Later, quantum information theory extended these ideas to analyze the evolution of quantum mechanical systems' states, inherently informational. Other theories, like constructor theory and concepts presented in Steven Wolfram’s book 'A New Kind of Science', further generalized these notions. However, until now, there hasn't been a theory that extends the concept of information as a fundamental entity to a universally applicable analytical technique beyond the realms of physics and computer science.

The Age of Information and the Need for Broad Information Theory

Today, we perceive our world as inherently informational. Search engines, social networks, and even our interactions with electronic devices emphasize our computational existence. While we categorize our world into discrete academic disciplines, we often discern underlying informational similarities between them. This perception suggests a common informational foundation that we seek to explore through BIT.

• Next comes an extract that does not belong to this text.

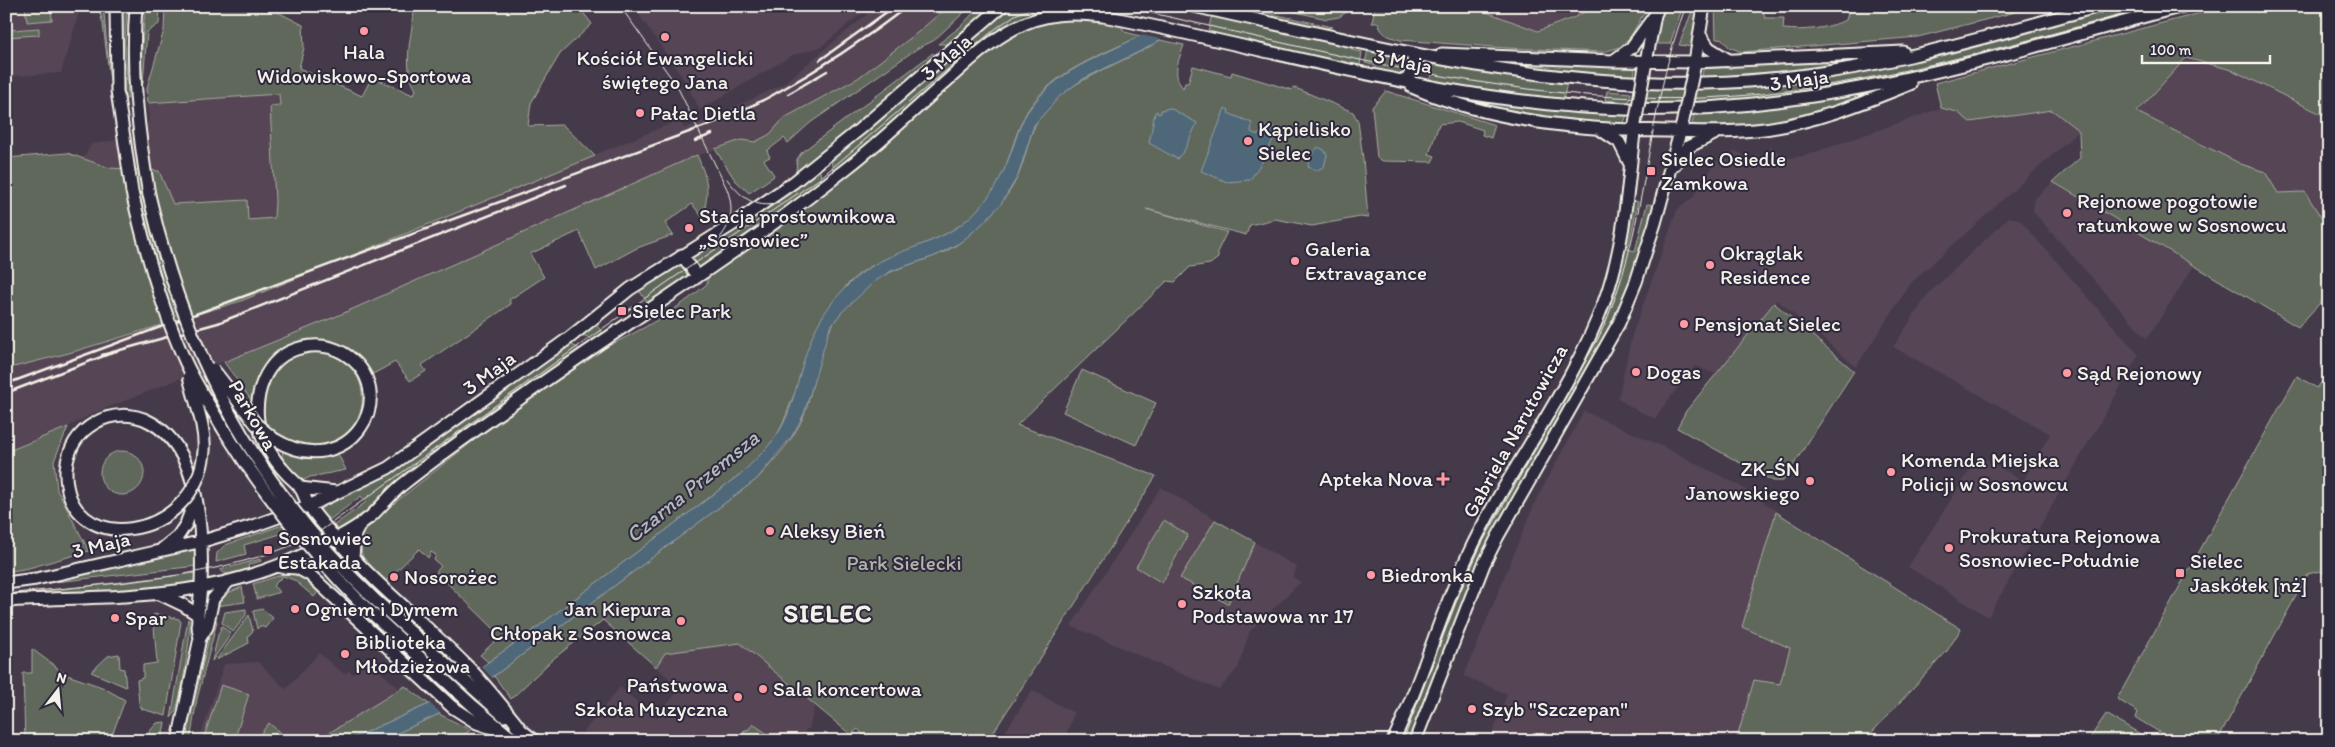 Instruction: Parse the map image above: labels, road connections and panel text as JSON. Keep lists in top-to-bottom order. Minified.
{"streets":{"main road":["3 Maja","Parkowa","Gabriela Narutowicza"]},"districts":["SIELEC"],"water":["Czarna Przemsza"],"parks":["Park Sielecki"],"places":{"other":["Hala Widowiskowo-Sportowa","Kościół Ewangelicki świętego Jana","Pałac Dietla","Kąpielisko Sielec","Rejonowe pogotowie ratunkowe w Sosnowcu","Stacja prostownikowa „Sosnowiec”","Galeria Extravagance","Okrąglak Residence","Pensjonat Sielec","Dogas","Sąd Rejonowy","Komenda Miejska Policji w Sosnowcu","ZK-ŚN Janowskiego","Aleksy Bień","Prokuratura Rejonowa Sosnowiec-Południe","Biedronka","Nosorożec","Szkoła Podstawowa nr 17","Ogniem i Dymem","Spar","Jan Kiepura Chłopak z Sosnowca","Biblioteka Młodzieżowa","Sala koncertowa","Państwowa Szkoła Muzyczna","Szyb \"Szczepan\""],"transit":["Sielec Osiedle Zamkowa","Sielec Park","Sosnowiec Estakada","Sielec Jaskółek [nż]"],"health":["Apteka Nova"]},"scale_bar":"100 m","north":"top"}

Currently, we lack a discipline that can study these high-level information patterns across domains, catalog them, and provide mechanisms for their reuse to solve emerging issues in different areas. This gap is where Broad Information Theory (BIT) can provide a comprehensive framework for cross-domain solutions.

The Power of the Expert Generalist

The concept of the "expert generalist" - an individual with a broad but deep understanding across many fields - plays a crucial role in BIT. Expert generalists can perform at a high level across a range of seemingly unrelated domains and quickly draw from their extensive knowledge to interact with specialists.

Although specialization is often praised, it also has its limitations. Specialists tend to apply existing patterns, which might not be effective against new, emergent problems. Here, the expert generalist's breadth of knowledge and ability to deploy solutions from various fields can offer real breakthroughs.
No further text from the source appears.